Stored dataset items —
* * * * * * *

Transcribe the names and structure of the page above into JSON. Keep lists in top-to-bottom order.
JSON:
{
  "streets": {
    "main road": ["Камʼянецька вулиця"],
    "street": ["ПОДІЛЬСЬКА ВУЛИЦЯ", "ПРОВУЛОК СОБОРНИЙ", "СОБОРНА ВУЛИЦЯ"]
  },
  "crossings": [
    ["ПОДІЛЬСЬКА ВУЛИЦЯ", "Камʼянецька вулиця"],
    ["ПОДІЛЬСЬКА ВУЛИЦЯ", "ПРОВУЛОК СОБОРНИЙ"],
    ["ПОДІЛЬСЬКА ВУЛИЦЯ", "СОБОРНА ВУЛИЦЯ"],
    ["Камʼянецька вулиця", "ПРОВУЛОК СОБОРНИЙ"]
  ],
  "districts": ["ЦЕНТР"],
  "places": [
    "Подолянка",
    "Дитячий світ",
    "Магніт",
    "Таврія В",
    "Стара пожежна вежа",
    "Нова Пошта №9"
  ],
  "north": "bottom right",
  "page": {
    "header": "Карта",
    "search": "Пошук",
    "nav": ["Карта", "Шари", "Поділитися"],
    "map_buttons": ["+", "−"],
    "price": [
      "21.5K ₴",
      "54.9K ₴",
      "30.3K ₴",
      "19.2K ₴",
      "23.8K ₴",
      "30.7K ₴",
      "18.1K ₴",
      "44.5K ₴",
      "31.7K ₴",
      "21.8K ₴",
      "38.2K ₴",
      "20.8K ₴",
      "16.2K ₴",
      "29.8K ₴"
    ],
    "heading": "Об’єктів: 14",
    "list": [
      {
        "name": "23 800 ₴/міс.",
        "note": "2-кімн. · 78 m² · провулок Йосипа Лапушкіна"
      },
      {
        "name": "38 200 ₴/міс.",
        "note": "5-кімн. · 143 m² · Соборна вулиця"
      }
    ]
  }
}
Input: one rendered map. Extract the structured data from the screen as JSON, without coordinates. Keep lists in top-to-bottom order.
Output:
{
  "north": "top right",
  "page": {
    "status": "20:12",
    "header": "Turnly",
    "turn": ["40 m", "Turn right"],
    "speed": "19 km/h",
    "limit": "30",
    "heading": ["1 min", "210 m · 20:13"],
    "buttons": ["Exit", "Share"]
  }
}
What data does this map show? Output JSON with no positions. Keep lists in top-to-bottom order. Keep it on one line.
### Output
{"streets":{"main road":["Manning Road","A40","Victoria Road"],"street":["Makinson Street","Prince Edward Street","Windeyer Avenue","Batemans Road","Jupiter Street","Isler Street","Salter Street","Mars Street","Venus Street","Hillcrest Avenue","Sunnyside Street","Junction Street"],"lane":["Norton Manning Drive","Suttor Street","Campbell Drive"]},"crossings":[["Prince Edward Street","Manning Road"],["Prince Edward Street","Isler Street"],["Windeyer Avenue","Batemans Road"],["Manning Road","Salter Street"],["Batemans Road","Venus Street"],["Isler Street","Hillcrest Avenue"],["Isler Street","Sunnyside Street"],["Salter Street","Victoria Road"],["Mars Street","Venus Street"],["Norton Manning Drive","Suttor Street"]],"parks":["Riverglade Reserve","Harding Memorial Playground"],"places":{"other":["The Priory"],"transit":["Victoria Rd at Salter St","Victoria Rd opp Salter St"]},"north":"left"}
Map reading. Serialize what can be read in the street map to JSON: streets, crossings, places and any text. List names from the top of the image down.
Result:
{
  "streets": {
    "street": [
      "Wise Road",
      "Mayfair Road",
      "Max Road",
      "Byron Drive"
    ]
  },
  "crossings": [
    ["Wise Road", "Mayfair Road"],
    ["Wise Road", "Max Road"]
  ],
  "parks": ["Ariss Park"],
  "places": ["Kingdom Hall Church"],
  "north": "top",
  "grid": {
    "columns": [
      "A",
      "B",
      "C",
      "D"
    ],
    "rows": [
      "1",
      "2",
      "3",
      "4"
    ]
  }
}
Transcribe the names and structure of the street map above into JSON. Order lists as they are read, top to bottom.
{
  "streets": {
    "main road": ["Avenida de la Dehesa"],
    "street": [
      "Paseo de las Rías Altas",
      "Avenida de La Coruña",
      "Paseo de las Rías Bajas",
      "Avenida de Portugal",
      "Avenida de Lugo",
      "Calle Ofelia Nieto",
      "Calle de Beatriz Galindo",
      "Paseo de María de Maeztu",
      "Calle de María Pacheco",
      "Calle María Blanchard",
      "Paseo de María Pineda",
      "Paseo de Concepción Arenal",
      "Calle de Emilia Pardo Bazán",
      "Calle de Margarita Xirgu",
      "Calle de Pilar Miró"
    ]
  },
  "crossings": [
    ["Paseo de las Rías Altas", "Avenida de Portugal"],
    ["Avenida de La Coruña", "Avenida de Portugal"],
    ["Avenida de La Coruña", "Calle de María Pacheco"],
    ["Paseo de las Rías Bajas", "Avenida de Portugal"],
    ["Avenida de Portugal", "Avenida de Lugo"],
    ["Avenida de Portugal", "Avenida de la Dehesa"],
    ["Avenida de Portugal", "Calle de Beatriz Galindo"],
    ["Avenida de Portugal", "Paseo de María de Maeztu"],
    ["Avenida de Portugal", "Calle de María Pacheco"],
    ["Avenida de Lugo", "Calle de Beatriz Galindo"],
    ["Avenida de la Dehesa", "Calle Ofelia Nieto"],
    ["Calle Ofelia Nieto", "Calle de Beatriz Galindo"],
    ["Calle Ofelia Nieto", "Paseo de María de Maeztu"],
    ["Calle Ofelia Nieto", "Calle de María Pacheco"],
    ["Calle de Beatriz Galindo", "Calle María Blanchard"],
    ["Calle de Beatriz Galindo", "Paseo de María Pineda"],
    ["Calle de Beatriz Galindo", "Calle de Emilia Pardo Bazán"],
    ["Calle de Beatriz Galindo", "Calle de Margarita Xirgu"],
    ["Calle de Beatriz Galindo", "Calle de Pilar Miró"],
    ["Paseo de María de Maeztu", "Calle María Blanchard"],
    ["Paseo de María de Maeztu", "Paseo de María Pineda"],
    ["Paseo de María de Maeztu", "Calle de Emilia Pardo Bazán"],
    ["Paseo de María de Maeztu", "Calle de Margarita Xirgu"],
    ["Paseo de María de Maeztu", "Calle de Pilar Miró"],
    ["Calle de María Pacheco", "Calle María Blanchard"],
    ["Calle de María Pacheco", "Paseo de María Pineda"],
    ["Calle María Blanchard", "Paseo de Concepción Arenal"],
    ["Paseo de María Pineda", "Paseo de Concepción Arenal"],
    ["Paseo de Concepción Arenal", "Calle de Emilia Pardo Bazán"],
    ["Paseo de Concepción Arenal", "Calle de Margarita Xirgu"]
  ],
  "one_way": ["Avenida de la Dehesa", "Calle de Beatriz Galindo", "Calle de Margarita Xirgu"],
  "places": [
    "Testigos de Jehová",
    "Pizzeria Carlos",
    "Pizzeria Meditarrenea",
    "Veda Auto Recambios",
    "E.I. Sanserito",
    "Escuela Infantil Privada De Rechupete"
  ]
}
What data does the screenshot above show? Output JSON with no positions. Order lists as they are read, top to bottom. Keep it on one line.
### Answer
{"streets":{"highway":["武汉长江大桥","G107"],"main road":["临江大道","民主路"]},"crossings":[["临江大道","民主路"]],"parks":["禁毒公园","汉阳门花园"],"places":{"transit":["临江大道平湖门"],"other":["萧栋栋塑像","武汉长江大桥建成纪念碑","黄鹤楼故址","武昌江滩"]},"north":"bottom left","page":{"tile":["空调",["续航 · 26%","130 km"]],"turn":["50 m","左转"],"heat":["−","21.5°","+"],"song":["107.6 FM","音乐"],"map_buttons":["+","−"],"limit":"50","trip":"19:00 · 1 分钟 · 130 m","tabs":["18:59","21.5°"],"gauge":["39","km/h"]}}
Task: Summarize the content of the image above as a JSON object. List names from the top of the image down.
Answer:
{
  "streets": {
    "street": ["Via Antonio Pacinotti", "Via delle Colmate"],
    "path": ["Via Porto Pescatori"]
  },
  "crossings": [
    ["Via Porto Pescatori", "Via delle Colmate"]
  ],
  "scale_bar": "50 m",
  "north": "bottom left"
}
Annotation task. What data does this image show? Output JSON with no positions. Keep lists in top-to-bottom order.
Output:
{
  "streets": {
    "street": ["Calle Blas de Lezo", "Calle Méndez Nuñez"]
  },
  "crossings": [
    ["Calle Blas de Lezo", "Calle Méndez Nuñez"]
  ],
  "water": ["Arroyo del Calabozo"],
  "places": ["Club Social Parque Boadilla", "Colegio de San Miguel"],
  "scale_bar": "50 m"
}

* * * * * * *

Required action — Find out how many lines in the data above hold the word "into". Write only the number.

Worked solution — 2